Ca y est. Nous y sommes. Vous avez dépavoisé vos profils facebook. Le drapeau français n'est plus votre seconde peau. Vous avez hésité à le remplacer par le drapeau malien. Pas d'application proposée. Il est des priorités même sur les réseaux sociaux.
Vous vous demandez comment habiter cet après. Vous serez peut-être allés boire un verre en terrasse, vaillamment, ou alors vous aurez pris un billet pour un concert, héroïquement, ou bien encore déposé une paire de chaussures, Place de la République, résolument.
Le soir de retour chez vous, le soir de retour chez moi, nous nous sommes retrouvés, il faut bien l'avouer, le coeur décousu : les actes symboliques deviennent si dérisoires face à l'ampleur de ce qu'il faut accomplir. Nous tendons une oreille aux discours politiques calamistrés, espérant quelque réconfort, alors même que nous savons qu'ils ont renoncé depuis longtemps aux utopies qu'ils énoncent, l'oeil ému. Des millions sont versés à l'Armée tandis que l'Education et la Culture deviennent des parents encore plus pauvres.

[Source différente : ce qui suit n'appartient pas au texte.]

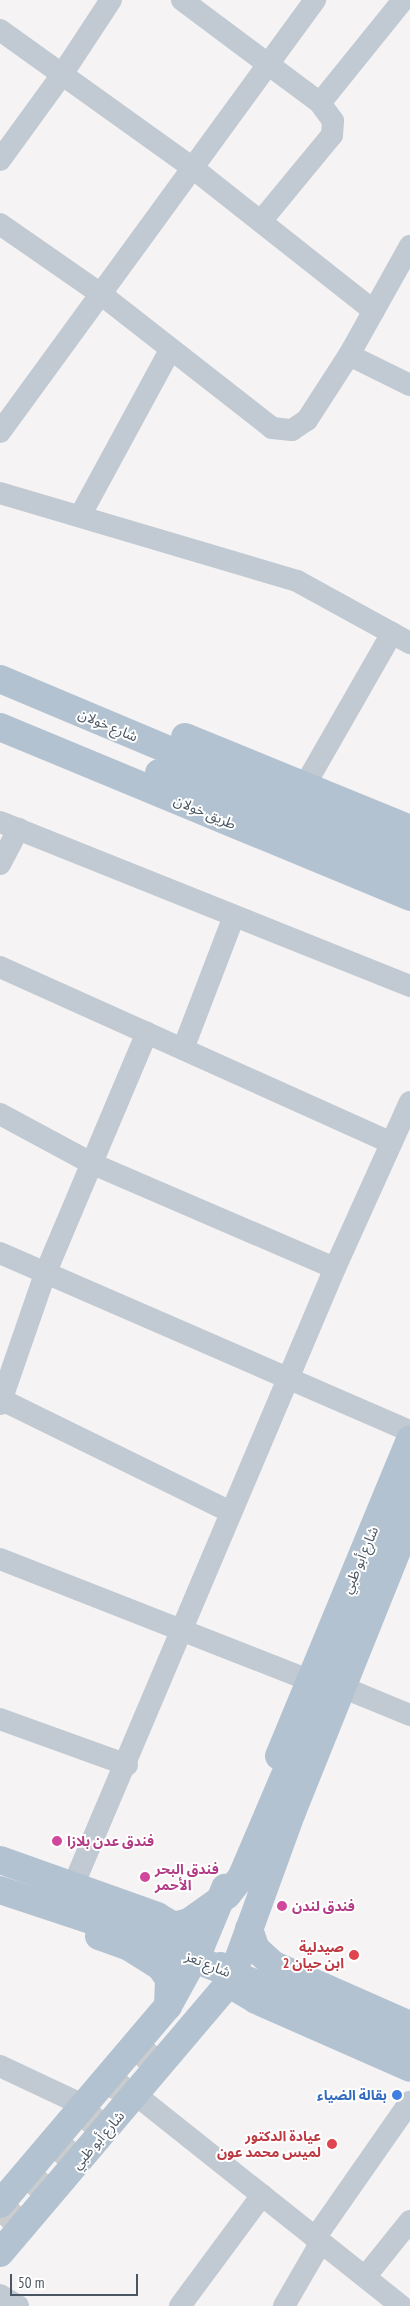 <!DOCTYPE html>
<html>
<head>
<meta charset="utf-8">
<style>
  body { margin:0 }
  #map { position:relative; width:410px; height:2306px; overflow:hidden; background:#f5f3f3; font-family:"PT Sans Narrow","Noto Sans Arabic",sans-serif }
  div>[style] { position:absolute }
  .major-tunnel>* { height:28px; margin-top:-14px; transform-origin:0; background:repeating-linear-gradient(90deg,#caccce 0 28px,transparent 0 42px) }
  .minor>* { height:22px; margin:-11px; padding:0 11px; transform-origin:11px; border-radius:11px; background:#c1cad2 }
  .major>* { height:28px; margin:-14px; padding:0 14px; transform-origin:14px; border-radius:14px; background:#b3c2d1 }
  .major-bridge>* { height:28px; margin:-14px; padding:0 14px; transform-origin:14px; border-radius:14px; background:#b3c2d1 }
  .dots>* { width:14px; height:14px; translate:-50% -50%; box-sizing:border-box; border:2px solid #fff; border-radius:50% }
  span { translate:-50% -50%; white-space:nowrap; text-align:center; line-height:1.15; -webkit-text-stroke:4px #fff; paint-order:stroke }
  .street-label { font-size:14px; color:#4a5661 }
  .hotel-label { font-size:14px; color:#b23c85; font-weight:700 }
  .left { translate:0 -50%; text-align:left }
  .health-label { font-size:14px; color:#be3a42; font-weight:700 }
  .right { translate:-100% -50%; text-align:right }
  .shop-label { font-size:14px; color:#366cbe; font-weight:700 }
  .scale { position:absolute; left:10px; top:2274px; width:128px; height:22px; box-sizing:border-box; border:2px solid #4a5661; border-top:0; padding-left:6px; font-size:15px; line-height:18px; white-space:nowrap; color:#4a5661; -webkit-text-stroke:4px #fff; paint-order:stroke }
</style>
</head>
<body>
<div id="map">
  <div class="major-tunnel">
    <i style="left:0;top:2225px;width:245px;rotate:-48.3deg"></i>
  </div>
  <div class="minor">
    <i style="left:182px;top:0;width:172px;rotate:36.7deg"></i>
    <i style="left:320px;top:103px;width:22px;rotate:54deg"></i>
    <i style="left:333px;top:121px;width:14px;rotate:94deg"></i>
    <i style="left:332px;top:135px;width:112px;rotate:129.5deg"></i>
    <i style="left:0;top:30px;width:239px;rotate:35.6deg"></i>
    <i style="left:194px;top:169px;width:229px;rotate:38.3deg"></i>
    <i style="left:320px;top:103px;width:132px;rotate:-51.1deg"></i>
    <i style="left:0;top:160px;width:104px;rotate:-54deg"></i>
    <i style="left:61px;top:76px;width:91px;rotate:-56.7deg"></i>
    <i style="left:0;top:224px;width:124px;rotate:34.8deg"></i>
    <i style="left:102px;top:295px;width:216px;rotate:38deg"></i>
    <i style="left:272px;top:428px;width:20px;rotate:6deg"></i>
    <i style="left:292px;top:430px;width:18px;rotate:-34deg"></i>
    <i style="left:307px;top:420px;width:77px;rotate:-57.1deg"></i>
    <i style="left:349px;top:355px;width:125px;rotate:-60.8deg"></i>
    <i style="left:349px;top:355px;width:68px;rotate:26.2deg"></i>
    <i style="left:0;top:432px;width:535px;rotate:-53.9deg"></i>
    <i style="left:0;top:493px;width:310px;rotate:16.5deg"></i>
    <i style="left:297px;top:581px;width:129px;rotate:28.8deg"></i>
    <i style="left:80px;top:516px;width:189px;rotate:-61.5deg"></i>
    <i style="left:305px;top:785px;width:175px;rotate:-60.2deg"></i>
    <i style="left:0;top:822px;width:442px;rotate:21.8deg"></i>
    <i style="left:0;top:864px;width:40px;rotate:-62deg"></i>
    <i style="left:0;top:967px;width:429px;rotate:24.2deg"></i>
    <i style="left:183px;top:1049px;width:142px;rotate:-69deg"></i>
    <i style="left:0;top:1114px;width:106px;rotate:28.3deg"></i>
    <i style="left:93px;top:1164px;width:263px;rotate:23.3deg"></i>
    <i style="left:0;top:1253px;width:447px;rotate:23.5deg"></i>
    <i style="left:0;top:1399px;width:257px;rotate:26.1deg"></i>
    <i style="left:0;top:1404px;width:138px;rotate:-70.9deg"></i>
    <i style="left:45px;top:1274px;width:262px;rotate:-67.1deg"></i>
    <i style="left:0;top:1559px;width:332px;rotate:21.4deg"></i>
    <i style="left:342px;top:1687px;width:74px;rotate:22.4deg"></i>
    <i style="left:0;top:1719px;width:135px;rotate:19.9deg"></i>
    <i style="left:73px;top:1886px;width:671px;rotate:-67.03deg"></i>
    <i style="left:335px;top:1268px;width:182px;rotate:-65.7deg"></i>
    <i style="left:0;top:2066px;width:94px;rotate:25.2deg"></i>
    <i style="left:136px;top:2095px;width:339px;rotate:38.5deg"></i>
    <i style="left:315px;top:2238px;width:166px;rotate:-55.1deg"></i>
    <i style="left:365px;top:2277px;width:72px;rotate:-51.2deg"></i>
    <i style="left:0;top:2295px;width:21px;rotate:31deg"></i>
    <i style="left:180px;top:2306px;width:138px;rotate:-53.5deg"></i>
    <i style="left:284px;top:2306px;width:74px;rotate:-60deg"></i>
  </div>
  <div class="major">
    <i style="left:0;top:679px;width:445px;rotate:22.8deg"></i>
    <i style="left:0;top:727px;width:444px;rotate:22.5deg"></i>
    <i style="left:185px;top:737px;width:243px;rotate:22.2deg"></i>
    <i style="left:159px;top:773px;width:271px;rotate:22.1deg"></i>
    <i style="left:279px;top:1756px;width:343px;rotate:-67.5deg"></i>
    <i style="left:0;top:1860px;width:167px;rotate:19.6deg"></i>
    <i style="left:157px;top:1916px;width:36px;rotate:30deg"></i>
    <i style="left:249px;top:1929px;width:21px;rotate:71deg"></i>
    <i style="left:256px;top:1949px;width:24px;rotate:42deg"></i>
    <i style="left:274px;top:1965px;width:149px;rotate:23.8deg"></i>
    <i style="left:99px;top:1936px;width:32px;rotate:20deg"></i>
    <i style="left:129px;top:1947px;width:36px;rotate:32deg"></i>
    <i style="left:160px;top:1966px;width:16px;rotate:55deg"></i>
    <i style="left:169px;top:1979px;width:27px;rotate:92deg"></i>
    <i style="left:220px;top:1966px;width:29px;rotate:52deg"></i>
    <i style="left:238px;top:1989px;width:21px;rotate:31deg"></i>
    <i style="left:256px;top:2000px;width:168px;rotate:23.8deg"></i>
    <i style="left:0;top:2204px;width:260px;rotate:-49.7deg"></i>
    <i style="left:168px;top:2006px;width:68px;rotate:-61.2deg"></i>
    <i style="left:201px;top:1946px;width:63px;rotate:-67.5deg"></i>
    <i style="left:0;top:2253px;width:355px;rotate:-49.7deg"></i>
    <i style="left:230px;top:1982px;width:181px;rotate:-70deg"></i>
    <i style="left:292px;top:1812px;width:317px;rotate:-68.1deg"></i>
  </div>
  <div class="major-bridge">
    <i style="left:0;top:1890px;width:131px;rotate:18.3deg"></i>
    <i style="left:124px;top:1931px;width:149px;rotate:21.7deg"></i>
    <i style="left:262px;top:1986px;width:162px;rotate:24deg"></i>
    <i style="left:124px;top:1931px;width:33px;rotate:-2deg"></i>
    <i style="left:157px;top:1930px;width:33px;rotate:-14deg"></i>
    <i style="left:189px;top:1922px;width:47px;rotate:-35.4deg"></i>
    <i style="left:227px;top:1895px;width:22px;rotate:-51deg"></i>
    <i style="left:241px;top:1878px;width:431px;rotate:-66.9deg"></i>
  </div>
  <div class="dots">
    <i style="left:57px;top:1841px;background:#d1479c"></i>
    <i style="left:145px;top:1877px;background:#d1479c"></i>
    <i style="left:282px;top:1906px;background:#d1479c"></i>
    <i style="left:354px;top:1955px;background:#e0444e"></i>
    <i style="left:397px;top:2095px;background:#3f7fe0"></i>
    <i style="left:332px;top:2144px;background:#e0444e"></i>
  </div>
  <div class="street-label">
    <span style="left:108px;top:725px;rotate:23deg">شارع خولان</span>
    <span style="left:205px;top:812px;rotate:23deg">طريق خولان</span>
    <span style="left:360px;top:1560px;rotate:-67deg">شارع أبو ظبي</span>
    <span style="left:208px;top:1964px;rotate:22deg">شارع تعز</span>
    <span style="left:98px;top:2140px;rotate:-49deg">شارع أبو ظبي</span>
  </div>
  <div class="hotel-label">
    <span class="left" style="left:67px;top:1841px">فندق عدن بلازا</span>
    <span class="left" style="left:155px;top:1877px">فندق البحر<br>الأحمر</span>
    <span class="left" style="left:292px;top:1906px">فندق لندن</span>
  </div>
  <div class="health-label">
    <span class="right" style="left:344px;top:1955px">صيدلية<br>ابن حيان 2</span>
    <span class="right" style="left:321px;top:2144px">عيادة الدكتور<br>لميس محمد عون</span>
  </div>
  <div class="shop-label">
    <span class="right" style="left:387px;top:2095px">بقالة الضياء</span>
  </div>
  <div class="scale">50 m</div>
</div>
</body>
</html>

Hier, de passage à Rouen, j'ai fait un crochet par l'Armitière. J'y ai cherché un livre pour m'accompagner dans cette traversée du désert parce que je persiste à croire que la littérature fait battre bien mieux le coeur du réel qu'une BFM TV en boucle. J'y ai trouvé Du souffle dans les mots. Trente textes de trente écrivains qui cherchent, en un parlement sensible,  à édifier un lieu bon où vivre ensemble, un eu-topos.
En lisant un premier texte, j'ai eu envie d'ouvrir sur mes îles un calendrier du "pendant*". Pendant les onze jours de la COP21, je déposerai donc ici un extrait.
*Je croyais gamine que le fameux calendrier était celui de "l'avant".

Mardi 1er décembre
Le Barrage, Maryline Desbiolles, in Du souffle dans les mots
"Je pense aux chantiers des hommes, à nos chantiers arrogants, désespérés, magnifiques, et qui sont notre chair comme les lieux qu'ils bouleversent. Je pense tout en même temps à notre démesure, nos aveuglements, nos surdités, à l'attention constante et extraordinaire qu'il faut porter au monde pour ne pas que les désastres, ces désastres résistibles, nous prennent par surprise, dans nos lits, comme de petits enfants dans leur vêtement de nuit. Je pense à ce travail d'attention, de connaissance, à ce  travail qui est le nôtre désormais, dont chacun de nous a la charge, et je ne pense pas à lui comme un acte de contrition mais comme un immense chantier, arrogant, désespéré, magnifique."